Climate change is transforming our lives; global temperatures are rising leading to increased frequency, duration and intensity of drought and flood events. Agriculture is the predominant emitter of green house gases that are responsible for global warming. While this fact has implications for food security, the focus of climate mitigation efforts has been on technologies  that support a transition away from coal-based manufacturing. Robust Agriculture Research for Development (AR4D) has the potential to enhance the accountability of climate adaptation efforts by identifying financing systems and monitoring regimes that compensate for "loss and damage" of infrastructure, cultural assets and harm to human health especially for historically marginalized communities who are disproportionately affected by climate change. 

  

AR4D has an important role to play in helping communities adapt to climate change. Besides contributing towards the design of crop insurance tools, ARD4 can enhance the comprehensiveness of climate action through improved data curation to support forecasting, response and preparedness to hazards like droughts and floods. Presently AR4D relies predominantly on results of Randomized Control Trials (RCTs) to predict the technologies and management systems that can most likely enhance the efficiency of crop production, livestock breeding and/or water management. Very little is known about the socio-economic and institutional conditions that will determine whether end users will actually adopt superior varieties of seeds, livestock breeds and water management strategies. Consequently, lower than expected adoption rates for technologies and management models can adversely effect the impact of AR4D on development outcomes such as food, energy and water security. 

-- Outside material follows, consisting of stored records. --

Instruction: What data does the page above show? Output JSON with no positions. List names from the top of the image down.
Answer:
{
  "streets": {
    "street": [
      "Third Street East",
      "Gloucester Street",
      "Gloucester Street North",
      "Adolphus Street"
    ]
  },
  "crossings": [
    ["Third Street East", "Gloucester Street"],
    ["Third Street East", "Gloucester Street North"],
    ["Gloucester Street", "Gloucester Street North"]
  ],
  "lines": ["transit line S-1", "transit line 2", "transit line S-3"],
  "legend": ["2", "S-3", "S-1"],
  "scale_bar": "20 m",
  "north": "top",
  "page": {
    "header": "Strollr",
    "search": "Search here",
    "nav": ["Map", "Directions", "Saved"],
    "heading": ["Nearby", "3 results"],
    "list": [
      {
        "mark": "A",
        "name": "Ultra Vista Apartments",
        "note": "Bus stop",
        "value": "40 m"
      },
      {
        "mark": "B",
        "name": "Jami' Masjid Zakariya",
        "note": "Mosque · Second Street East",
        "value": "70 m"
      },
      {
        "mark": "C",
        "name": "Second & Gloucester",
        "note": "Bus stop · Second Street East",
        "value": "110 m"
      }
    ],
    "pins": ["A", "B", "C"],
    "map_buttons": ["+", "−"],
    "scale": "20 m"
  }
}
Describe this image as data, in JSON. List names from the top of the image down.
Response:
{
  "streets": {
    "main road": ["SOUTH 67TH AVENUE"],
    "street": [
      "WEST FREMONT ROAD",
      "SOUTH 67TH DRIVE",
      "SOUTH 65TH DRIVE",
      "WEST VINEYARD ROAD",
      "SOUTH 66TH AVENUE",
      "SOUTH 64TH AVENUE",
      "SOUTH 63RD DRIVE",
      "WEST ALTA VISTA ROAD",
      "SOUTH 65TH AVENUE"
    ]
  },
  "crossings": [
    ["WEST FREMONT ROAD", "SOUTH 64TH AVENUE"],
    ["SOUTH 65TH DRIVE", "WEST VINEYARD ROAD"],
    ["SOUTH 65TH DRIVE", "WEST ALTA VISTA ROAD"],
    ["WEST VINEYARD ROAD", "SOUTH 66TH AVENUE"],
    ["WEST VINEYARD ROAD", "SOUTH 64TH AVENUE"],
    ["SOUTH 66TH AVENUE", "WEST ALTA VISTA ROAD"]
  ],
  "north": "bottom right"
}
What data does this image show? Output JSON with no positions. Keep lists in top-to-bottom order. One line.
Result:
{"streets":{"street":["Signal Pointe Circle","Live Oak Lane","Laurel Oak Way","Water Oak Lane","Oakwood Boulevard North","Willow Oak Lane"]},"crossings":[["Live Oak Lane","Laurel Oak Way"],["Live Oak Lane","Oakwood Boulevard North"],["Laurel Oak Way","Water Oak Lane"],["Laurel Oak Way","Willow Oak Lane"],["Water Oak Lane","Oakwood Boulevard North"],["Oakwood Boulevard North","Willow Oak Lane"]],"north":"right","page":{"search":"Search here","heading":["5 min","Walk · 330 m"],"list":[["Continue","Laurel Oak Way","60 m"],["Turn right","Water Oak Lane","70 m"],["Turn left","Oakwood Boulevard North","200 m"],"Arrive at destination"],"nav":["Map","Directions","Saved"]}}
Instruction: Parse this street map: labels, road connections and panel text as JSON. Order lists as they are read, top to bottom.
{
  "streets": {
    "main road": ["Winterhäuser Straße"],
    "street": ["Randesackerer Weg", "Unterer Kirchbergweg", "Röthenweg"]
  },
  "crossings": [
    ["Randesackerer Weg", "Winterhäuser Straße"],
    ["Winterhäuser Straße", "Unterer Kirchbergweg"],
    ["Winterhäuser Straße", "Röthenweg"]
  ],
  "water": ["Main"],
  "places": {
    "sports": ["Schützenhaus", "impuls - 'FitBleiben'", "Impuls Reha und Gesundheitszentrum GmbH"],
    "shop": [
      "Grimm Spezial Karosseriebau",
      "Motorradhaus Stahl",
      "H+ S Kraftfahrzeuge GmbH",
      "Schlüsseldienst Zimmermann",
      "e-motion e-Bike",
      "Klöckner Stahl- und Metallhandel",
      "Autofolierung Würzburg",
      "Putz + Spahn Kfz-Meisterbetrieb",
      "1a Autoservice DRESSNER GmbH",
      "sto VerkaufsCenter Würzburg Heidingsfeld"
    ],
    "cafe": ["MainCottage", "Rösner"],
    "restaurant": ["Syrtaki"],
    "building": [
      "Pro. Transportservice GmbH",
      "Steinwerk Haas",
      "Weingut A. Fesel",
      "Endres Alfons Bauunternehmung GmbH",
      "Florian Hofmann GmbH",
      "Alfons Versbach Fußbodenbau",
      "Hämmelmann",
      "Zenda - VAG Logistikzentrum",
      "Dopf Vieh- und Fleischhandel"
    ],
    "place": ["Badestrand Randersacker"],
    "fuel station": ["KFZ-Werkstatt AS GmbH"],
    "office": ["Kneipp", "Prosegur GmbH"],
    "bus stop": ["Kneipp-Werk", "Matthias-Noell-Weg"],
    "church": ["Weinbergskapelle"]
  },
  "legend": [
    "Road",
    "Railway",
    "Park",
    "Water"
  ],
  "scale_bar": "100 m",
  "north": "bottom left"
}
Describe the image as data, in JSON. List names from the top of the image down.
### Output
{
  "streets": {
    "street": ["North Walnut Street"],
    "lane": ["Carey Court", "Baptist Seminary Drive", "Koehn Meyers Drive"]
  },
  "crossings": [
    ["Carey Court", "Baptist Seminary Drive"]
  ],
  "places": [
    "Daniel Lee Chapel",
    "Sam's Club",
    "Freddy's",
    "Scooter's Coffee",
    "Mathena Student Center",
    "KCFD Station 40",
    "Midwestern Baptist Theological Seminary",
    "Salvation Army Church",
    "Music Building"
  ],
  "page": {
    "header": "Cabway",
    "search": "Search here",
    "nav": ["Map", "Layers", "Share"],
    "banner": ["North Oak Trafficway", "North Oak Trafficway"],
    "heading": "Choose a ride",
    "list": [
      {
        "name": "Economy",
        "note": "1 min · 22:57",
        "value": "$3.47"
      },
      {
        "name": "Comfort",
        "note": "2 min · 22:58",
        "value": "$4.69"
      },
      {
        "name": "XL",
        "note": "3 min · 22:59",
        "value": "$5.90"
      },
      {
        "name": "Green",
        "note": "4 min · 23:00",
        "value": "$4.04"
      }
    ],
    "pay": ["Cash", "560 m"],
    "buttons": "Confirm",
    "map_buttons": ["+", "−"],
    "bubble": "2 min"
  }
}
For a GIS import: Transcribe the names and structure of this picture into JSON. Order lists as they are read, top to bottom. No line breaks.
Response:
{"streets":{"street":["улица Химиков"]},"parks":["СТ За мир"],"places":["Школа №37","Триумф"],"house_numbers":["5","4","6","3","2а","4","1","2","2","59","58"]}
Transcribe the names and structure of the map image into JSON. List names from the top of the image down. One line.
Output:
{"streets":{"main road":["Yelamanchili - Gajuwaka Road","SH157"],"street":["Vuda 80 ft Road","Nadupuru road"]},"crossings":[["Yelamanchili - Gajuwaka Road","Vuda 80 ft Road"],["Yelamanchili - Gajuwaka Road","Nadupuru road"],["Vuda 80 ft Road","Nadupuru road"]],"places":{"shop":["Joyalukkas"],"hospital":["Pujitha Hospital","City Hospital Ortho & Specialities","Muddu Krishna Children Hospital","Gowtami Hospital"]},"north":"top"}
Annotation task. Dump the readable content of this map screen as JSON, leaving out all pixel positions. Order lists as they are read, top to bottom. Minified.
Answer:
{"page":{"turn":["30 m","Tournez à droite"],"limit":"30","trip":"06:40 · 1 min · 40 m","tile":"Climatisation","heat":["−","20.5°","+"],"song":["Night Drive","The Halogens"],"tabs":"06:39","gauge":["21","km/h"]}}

The Climate Panel initiative is focused on supporting integrative analysis of bio-physical, socio-economic and institutional factors that mediate the adoption of improved technologies and management strategies with the potential to enhance the resilience of water, energy and food systems. Data interoperability makes it possible to leverage existing databases, harmonize datasets and transform the way evidence is used to inform decisions about loss and damage via AR4D. Through an initial focus on a dedicated site in Sub-Saharan Africa, a region that is vulnerable to climate-induced displacement of people, the Climate Panel will explore the applications of earth observations, machine learning and Internet of Things (IoTs) to identify opportunities for experiential learning about opportunities to lower the costs of monitoring and evaluating loss and damage through effective strategies for data reuse in AR4D. 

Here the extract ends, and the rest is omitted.